↓
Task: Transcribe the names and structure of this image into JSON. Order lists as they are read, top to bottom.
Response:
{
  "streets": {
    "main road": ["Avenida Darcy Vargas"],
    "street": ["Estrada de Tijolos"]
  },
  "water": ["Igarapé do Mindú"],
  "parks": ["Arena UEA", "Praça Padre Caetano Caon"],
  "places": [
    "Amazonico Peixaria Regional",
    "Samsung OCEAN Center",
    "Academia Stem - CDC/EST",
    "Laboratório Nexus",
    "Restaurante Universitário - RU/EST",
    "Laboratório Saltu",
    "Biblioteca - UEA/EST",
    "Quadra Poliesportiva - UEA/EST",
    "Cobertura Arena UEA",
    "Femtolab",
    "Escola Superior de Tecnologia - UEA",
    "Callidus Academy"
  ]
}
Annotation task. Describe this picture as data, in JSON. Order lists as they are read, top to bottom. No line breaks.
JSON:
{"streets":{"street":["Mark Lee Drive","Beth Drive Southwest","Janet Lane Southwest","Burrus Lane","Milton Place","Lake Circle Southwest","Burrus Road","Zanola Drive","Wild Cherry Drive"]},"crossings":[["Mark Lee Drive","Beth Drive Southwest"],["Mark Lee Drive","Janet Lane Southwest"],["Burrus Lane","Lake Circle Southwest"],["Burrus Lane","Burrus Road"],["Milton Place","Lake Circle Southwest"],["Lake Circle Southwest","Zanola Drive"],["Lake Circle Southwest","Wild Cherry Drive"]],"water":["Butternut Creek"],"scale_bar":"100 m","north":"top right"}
↑
**What to produce**
So that nothing differs from the original, transcribe all of the records above.

**Your solution**
Task: Transcribe the names and structure of this image into JSON. Order lists as they are read, top to bottom.
Response:
{
  "streets": {
    "main road": ["Avenida Darcy Vargas"],
    "street": ["Estrada de Tijolos"]
  },
  "water": ["Igarapé do Mindú"],
  "parks": ["Arena UEA", "Praça Padre Caetano Caon"],
  "places": [
    "Amazonico Peixaria Regional",
    "Samsung OCEAN Center",
    "Academia Stem - CDC/EST",
    "Laboratório Nexus",
    "Restaurante Universitário - RU/EST",
    "Laboratório Saltu",
    "Biblioteca - UEA/EST",
    "Quadra Poliesportiva - UEA/EST",
    "Cobertura Arena UEA",
    "Femtolab",
    "Escola Superior de Tecnologia - UEA",
    "Callidus Academy"
  ]
}
Annotation task. Describe this picture as data, in JSON. Order lists as they are read, top to bottom. No line breaks.
JSON:
{"streets":{"street":["Mark Lee Drive","Beth Drive Southwest","Janet Lane Southwest","Burrus Lane","Milton Place","Lake Circle Southwest","Burrus Road","Zanola Drive","Wild Cherry Drive"]},"crossings":[["Mark Lee Drive","Beth Drive Southwest"],["Mark Lee Drive","Janet Lane Southwest"],["Burrus Lane","Lake Circle Southwest"],["Burrus Lane","Burrus Road"],["Milton Place","Lake Circle Southwest"],["Lake Circle Southwest","Zanola Drive"],["Lake Circle Southwest","Wild Cherry Drive"]],"water":["Butternut Creek"],"scale_bar":"100 m","north":"top right"}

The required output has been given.